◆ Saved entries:
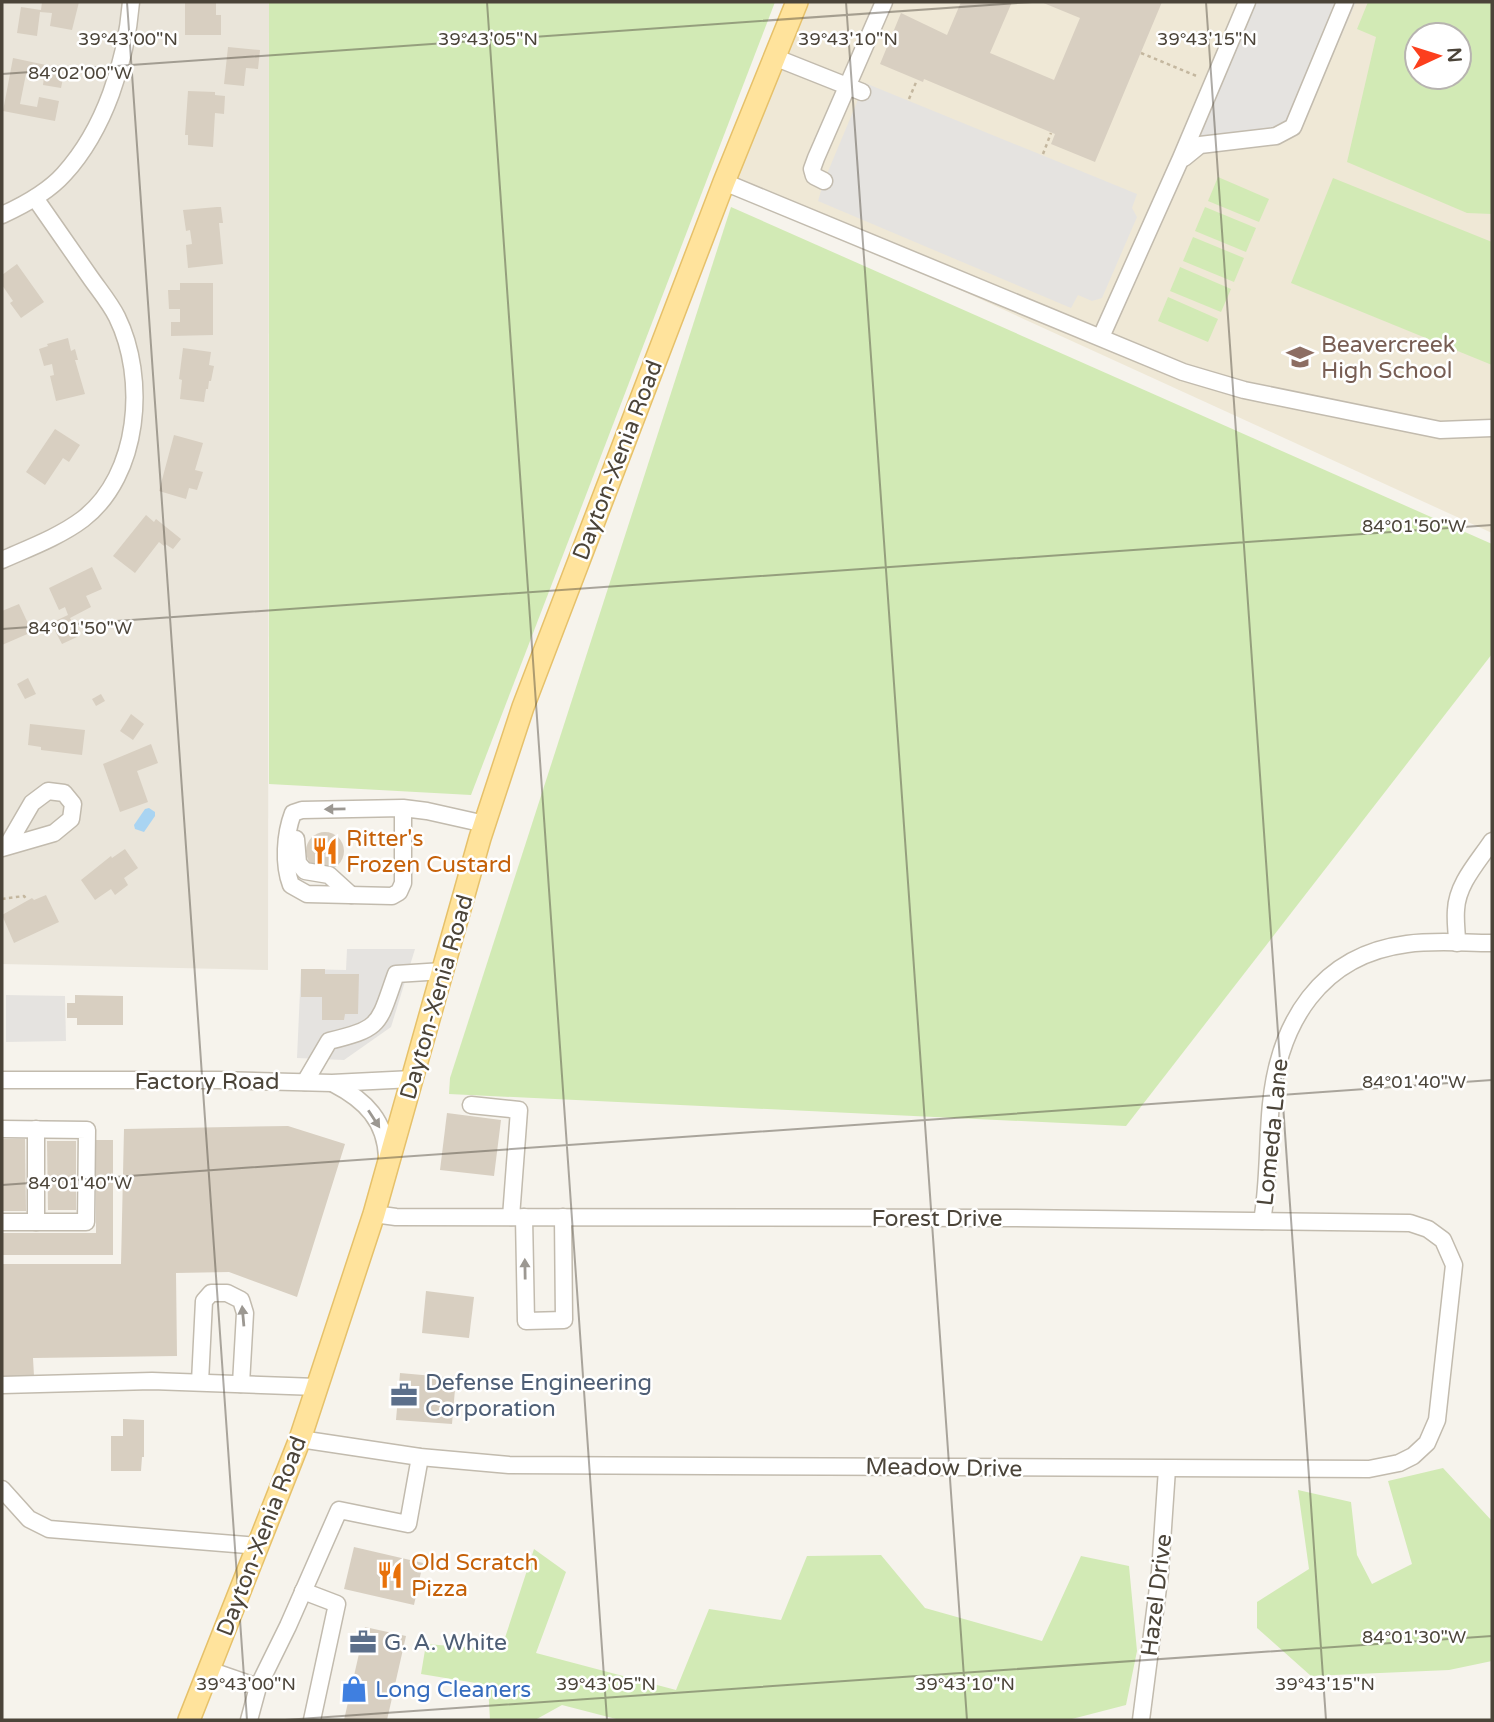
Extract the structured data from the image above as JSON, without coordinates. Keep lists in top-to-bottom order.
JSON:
{
  "streets": {
    "main road": ["Dayton-Xenia Road"],
    "street": [
      "Factory Road",
      "Lomeda Lane",
      "Forest Drive",
      "Meadow Drive",
      "Hazel Drive"
    ]
  },
  "crossings": [
    ["Dayton-Xenia Road", "Factory Road"],
    ["Dayton-Xenia Road", "Forest Drive"],
    ["Dayton-Xenia Road", "Meadow Drive"],
    ["Lomeda Lane", "Forest Drive"],
    ["Forest Drive", "Meadow Drive"],
    ["Meadow Drive", "Hazel Drive"]
  ],
  "places": {
    "school or university": ["Beavercreek High School"],
    "restaurant": ["Ritter's Frozen Custard", "Old Scratch Pizza"],
    "office": ["Defense Engineering Corporation", "G. A. White"],
    "shop": ["Long Cleaners"]
  },
  "north": "right",
  "coordinates": [
    "39°43'00\"N",
    "39°43'05\"N",
    "39°43'10\"N",
    "39°43'15\"N",
    "84°02'00\"W",
    "84°01'50\"W",
    "84°01'40\"W",
    "84°01'30\"W"
  ]
}
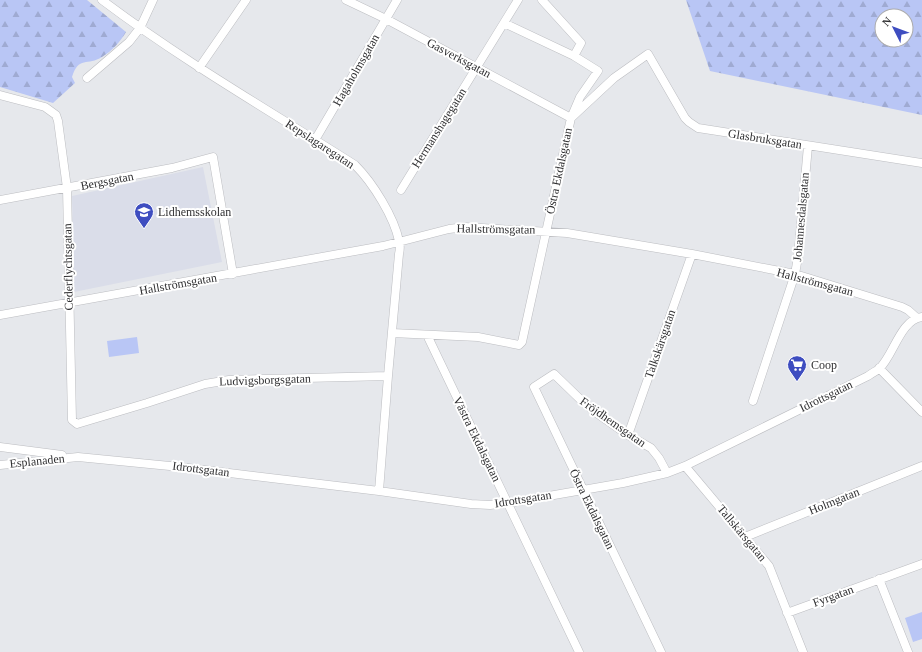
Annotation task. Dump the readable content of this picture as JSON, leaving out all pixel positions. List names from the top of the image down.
{
  "streets": {
    "street": [
      "Gasverksgatan",
      "Hagaholmsgatan",
      "Hermanshagegatan",
      "Glasbruksgatan",
      "Repslagaregatan",
      "Östra Ekdalsgatan",
      "Bergsgatan",
      "Johannesdalsgatan",
      "Hallströmsgatan",
      "Cederflychtsgatan",
      "Talkskärsgatan",
      "Ludvigsborgsgatan",
      "Idrottsgatan",
      "Fröjdhemsgatan",
      "Västra Ekdalsgatan",
      "Esplanaden",
      "Holmgatan",
      "Tallskärsgatan",
      "Fyrgatan"
    ]
  },
  "crossings": [
    ["Gasverksgatan", "Hagaholmsgatan"],
    ["Gasverksgatan", "Hermanshagegatan"],
    ["Gasverksgatan", "Östra Ekdalsgatan"],
    ["Hagaholmsgatan", "Repslagaregatan"],
    ["Glasbruksgatan", "Östra Ekdalsgatan"],
    ["Glasbruksgatan", "Johannesdalsgatan"],
    ["Repslagaregatan", "Hallströmsgatan"],
    ["Repslagaregatan", "Ludvigsborgsgatan"],
    ["Repslagaregatan", "Idrottsgatan"],
    ["Östra Ekdalsgatan", "Hallströmsgatan"],
    ["Östra Ekdalsgatan", "Idrottsgatan"],
    ["Östra Ekdalsgatan", "Fröjdhemsgatan"],
    ["Östra Ekdalsgatan", "Västra Ekdalsgatan"],
    ["Bergsgatan", "Hallströmsgatan"],
    ["Bergsgatan", "Cederflychtsgatan"],
    ["Johannesdalsgatan", "Hallströmsgatan"],
    ["Hallströmsgatan", "Cederflychtsgatan"],
    ["Hallströmsgatan", "Talkskärsgatan"],
    ["Hallströmsgatan", "Idrottsgatan"],
    ["Cederflychtsgatan", "Ludvigsborgsgatan"],
    ["Talkskärsgatan", "Fröjdhemsgatan"],
    ["Idrottsgatan", "Fröjdhemsgatan"],
    ["Idrottsgatan", "Västra Ekdalsgatan"],
    ["Idrottsgatan", "Esplanaden"],
    ["Idrottsgatan", "Tallskärsgatan"],
    ["Holmgatan", "Tallskärsgatan"],
    ["Tallskärsgatan", "Fyrgatan"]
  ],
  "places": {
    "school or university": ["Lidhemsskolan"],
    "supermarket": ["Coop"]
  },
  "north": "top left"
}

◆ What is being asked: How many lines of the entries above contain the word "Factory"? Give the number alone.

◆ Exercise response: 2